I tend to push my work up to the remote when it’s ready for PR (Pull Request), so my feature branches don’t typically live all that long once they’re on the remote repo. If you’re working with someone else, or have been working on the same branch from two separate machines, you can pull changes down like this: git pull origin my-great-feature To push more changes up there, just repeat the command. If a branch called my-great-feature doesn’t already exist up there, that command will create one with that name, based on your local branch.
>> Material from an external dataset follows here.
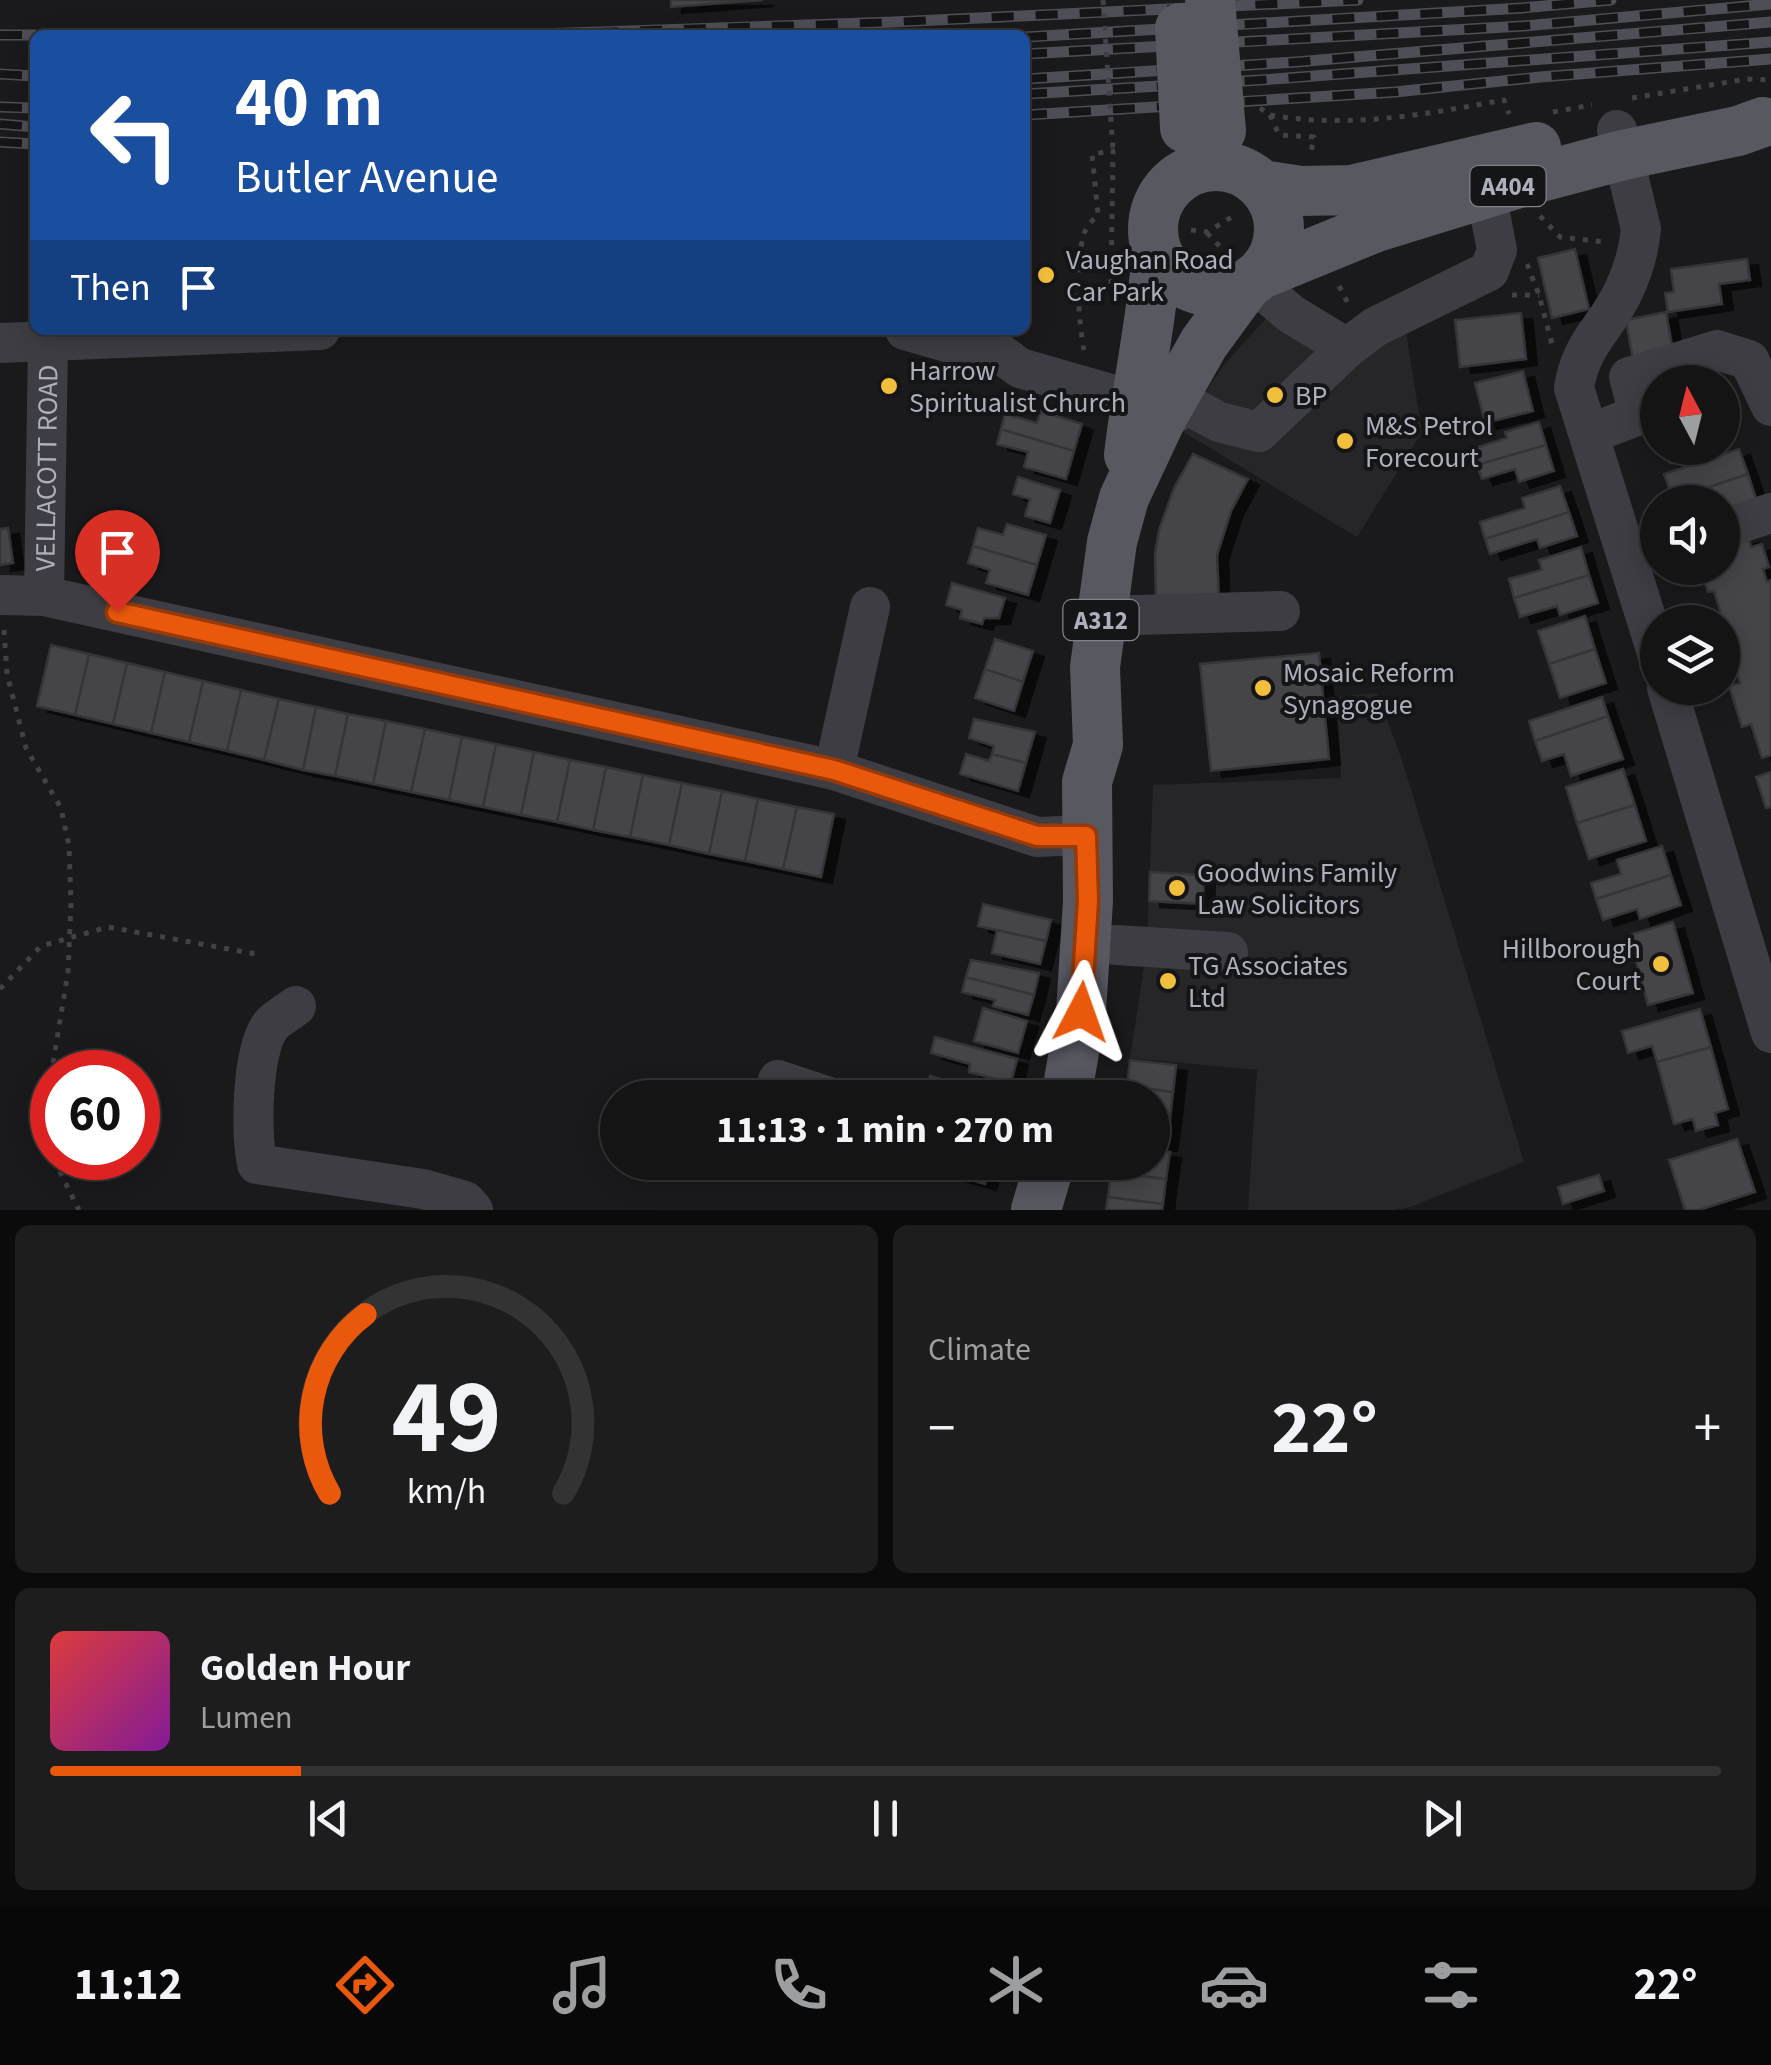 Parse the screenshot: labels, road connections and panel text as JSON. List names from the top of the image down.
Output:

So if you’re checked out on a branch called my-great-feature you can push a branch of the same name to the remote like this: git push origin my-great-feature

git add remote track branch

For example, origin or upstream are two common choices. The git remote set-url command takes two arguments: An existing remote name. Pushing and pulling without an upstreamīy default, you can push and pull changes from any branch on your remote to the local branch you’re currently sitting on. The git remote add command takes two arguments: A remote name, for example, origin. What that means is you match a branch on your local development environment to a branch on the remote repository (repo), up in GitHub, GitLab or wherever. There’s no such thing as syncing in Git, but setting an upstream branch is about as close as it gets.